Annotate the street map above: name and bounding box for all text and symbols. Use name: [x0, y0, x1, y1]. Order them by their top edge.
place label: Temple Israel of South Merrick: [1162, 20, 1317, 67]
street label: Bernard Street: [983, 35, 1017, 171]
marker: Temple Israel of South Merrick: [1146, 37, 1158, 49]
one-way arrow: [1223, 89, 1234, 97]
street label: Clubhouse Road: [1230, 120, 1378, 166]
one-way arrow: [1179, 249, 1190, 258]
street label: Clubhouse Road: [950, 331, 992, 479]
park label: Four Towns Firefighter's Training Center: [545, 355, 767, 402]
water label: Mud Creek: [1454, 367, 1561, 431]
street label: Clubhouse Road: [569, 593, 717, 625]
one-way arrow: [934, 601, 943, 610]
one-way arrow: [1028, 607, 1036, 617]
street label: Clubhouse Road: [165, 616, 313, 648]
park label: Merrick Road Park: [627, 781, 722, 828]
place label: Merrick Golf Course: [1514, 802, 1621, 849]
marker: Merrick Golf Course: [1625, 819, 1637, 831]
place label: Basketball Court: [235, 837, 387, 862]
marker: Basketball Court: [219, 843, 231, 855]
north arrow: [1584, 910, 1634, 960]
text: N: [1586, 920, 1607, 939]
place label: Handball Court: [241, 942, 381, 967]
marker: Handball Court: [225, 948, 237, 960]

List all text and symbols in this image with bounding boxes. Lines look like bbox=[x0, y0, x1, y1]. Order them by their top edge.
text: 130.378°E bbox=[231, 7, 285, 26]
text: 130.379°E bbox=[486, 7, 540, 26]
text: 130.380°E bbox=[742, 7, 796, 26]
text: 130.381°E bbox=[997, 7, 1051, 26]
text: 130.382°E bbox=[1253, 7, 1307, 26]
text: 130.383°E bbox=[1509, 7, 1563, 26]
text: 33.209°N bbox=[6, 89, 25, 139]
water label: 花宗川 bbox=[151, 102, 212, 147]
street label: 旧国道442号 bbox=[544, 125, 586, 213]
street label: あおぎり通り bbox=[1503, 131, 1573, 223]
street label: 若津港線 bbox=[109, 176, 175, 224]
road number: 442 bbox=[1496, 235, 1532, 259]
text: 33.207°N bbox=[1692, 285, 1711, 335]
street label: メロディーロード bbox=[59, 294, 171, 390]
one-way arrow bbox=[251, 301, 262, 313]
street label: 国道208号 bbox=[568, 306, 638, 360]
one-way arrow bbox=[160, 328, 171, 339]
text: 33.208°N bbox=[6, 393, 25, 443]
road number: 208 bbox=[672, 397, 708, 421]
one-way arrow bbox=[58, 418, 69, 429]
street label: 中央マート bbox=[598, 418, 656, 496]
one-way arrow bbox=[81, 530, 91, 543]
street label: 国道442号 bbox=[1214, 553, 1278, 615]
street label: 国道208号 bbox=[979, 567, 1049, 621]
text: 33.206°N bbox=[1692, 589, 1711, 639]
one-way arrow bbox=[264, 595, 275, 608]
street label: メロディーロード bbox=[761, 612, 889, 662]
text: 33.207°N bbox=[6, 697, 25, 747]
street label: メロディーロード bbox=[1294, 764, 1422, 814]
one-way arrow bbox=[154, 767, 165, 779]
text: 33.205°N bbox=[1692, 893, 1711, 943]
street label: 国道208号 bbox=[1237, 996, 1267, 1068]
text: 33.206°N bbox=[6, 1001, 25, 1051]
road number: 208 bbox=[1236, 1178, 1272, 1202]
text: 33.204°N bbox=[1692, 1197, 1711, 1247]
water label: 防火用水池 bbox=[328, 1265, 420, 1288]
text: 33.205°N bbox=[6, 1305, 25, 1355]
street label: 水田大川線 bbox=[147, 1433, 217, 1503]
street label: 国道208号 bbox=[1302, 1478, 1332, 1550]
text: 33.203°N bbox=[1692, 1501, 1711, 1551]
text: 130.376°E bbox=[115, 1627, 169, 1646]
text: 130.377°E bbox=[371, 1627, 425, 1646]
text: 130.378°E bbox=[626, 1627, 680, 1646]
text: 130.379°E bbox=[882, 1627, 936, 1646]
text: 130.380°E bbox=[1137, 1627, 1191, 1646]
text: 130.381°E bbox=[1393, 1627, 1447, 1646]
= = =
**Task goal**
The full listing above needs to be retyped exactly.

**Completed task**
Annotate the street map above: name and bounding box for all text and symbols. Use name: [x0, y0, x1, y1]. Order them by their top edge.
place label: Temple Israel of South Merrick: [1162, 20, 1317, 67]
street label: Bernard Street: [983, 35, 1017, 171]
marker: Temple Israel of South Merrick: [1146, 37, 1158, 49]
one-way arrow: [1223, 89, 1234, 97]
street label: Clubhouse Road: [1230, 120, 1378, 166]
one-way arrow: [1179, 249, 1190, 258]
street label: Clubhouse Road: [950, 331, 992, 479]
park label: Four Towns Firefighter's Training Center: [545, 355, 767, 402]
water label: Mud Creek: [1454, 367, 1561, 431]
street label: Clubhouse Road: [569, 593, 717, 625]
one-way arrow: [934, 601, 943, 610]
one-way arrow: [1028, 607, 1036, 617]
street label: Clubhouse Road: [165, 616, 313, 648]
park label: Merrick Road Park: [627, 781, 722, 828]
place label: Merrick Golf Course: [1514, 802, 1621, 849]
marker: Merrick Golf Course: [1625, 819, 1637, 831]
place label: Basketball Court: [235, 837, 387, 862]
marker: Basketball Court: [219, 843, 231, 855]
north arrow: [1584, 910, 1634, 960]
text: N: [1586, 920, 1607, 939]
place label: Handball Court: [241, 942, 381, 967]
marker: Handball Court: [225, 948, 237, 960]

List all text and symbols in this image with bounding boxes. Lines look like bbox=[x0, y0, x1, y1]. Order them by their top edge.
text: 130.378°E bbox=[231, 7, 285, 26]
text: 130.379°E bbox=[486, 7, 540, 26]
text: 130.380°E bbox=[742, 7, 796, 26]
text: 130.381°E bbox=[997, 7, 1051, 26]
text: 130.382°E bbox=[1253, 7, 1307, 26]
text: 130.383°E bbox=[1509, 7, 1563, 26]
text: 33.209°N bbox=[6, 89, 25, 139]
water label: 花宗川 bbox=[151, 102, 212, 147]
street label: 旧国道442号 bbox=[544, 125, 586, 213]
street label: あおぎり通り bbox=[1503, 131, 1573, 223]
street label: 若津港線 bbox=[109, 176, 175, 224]
road number: 442 bbox=[1496, 235, 1532, 259]
text: 33.207°N bbox=[1692, 285, 1711, 335]
street label: メロディーロード bbox=[59, 294, 171, 390]
one-way arrow bbox=[251, 301, 262, 313]
street label: 国道208号 bbox=[568, 306, 638, 360]
one-way arrow bbox=[160, 328, 171, 339]
text: 33.208°N bbox=[6, 393, 25, 443]
road number: 208 bbox=[672, 397, 708, 421]
one-way arrow bbox=[58, 418, 69, 429]
street label: 中央マート bbox=[598, 418, 656, 496]
one-way arrow bbox=[81, 530, 91, 543]
street label: 国道442号 bbox=[1214, 553, 1278, 615]
street label: 国道208号 bbox=[979, 567, 1049, 621]
text: 33.206°N bbox=[1692, 589, 1711, 639]
one-way arrow bbox=[264, 595, 275, 608]
street label: メロディーロード bbox=[761, 612, 889, 662]
text: 33.207°N bbox=[6, 697, 25, 747]
street label: メロディーロード bbox=[1294, 764, 1422, 814]
one-way arrow bbox=[154, 767, 165, 779]
text: 33.205°N bbox=[1692, 893, 1711, 943]
street label: 国道208号 bbox=[1237, 996, 1267, 1068]
text: 33.206°N bbox=[6, 1001, 25, 1051]
road number: 208 bbox=[1236, 1178, 1272, 1202]
text: 33.204°N bbox=[1692, 1197, 1711, 1247]
water label: 防火用水池 bbox=[328, 1265, 420, 1288]
text: 33.205°N bbox=[6, 1305, 25, 1355]
street label: 水田大川線 bbox=[147, 1433, 217, 1503]
street label: 国道208号 bbox=[1302, 1478, 1332, 1550]
text: 33.203°N bbox=[1692, 1501, 1711, 1551]
text: 130.376°E bbox=[115, 1627, 169, 1646]
text: 130.377°E bbox=[371, 1627, 425, 1646]
text: 130.378°E bbox=[626, 1627, 680, 1646]
text: 130.379°E bbox=[882, 1627, 936, 1646]
text: 130.380°E bbox=[1137, 1627, 1191, 1646]
text: 130.381°E bbox=[1393, 1627, 1447, 1646]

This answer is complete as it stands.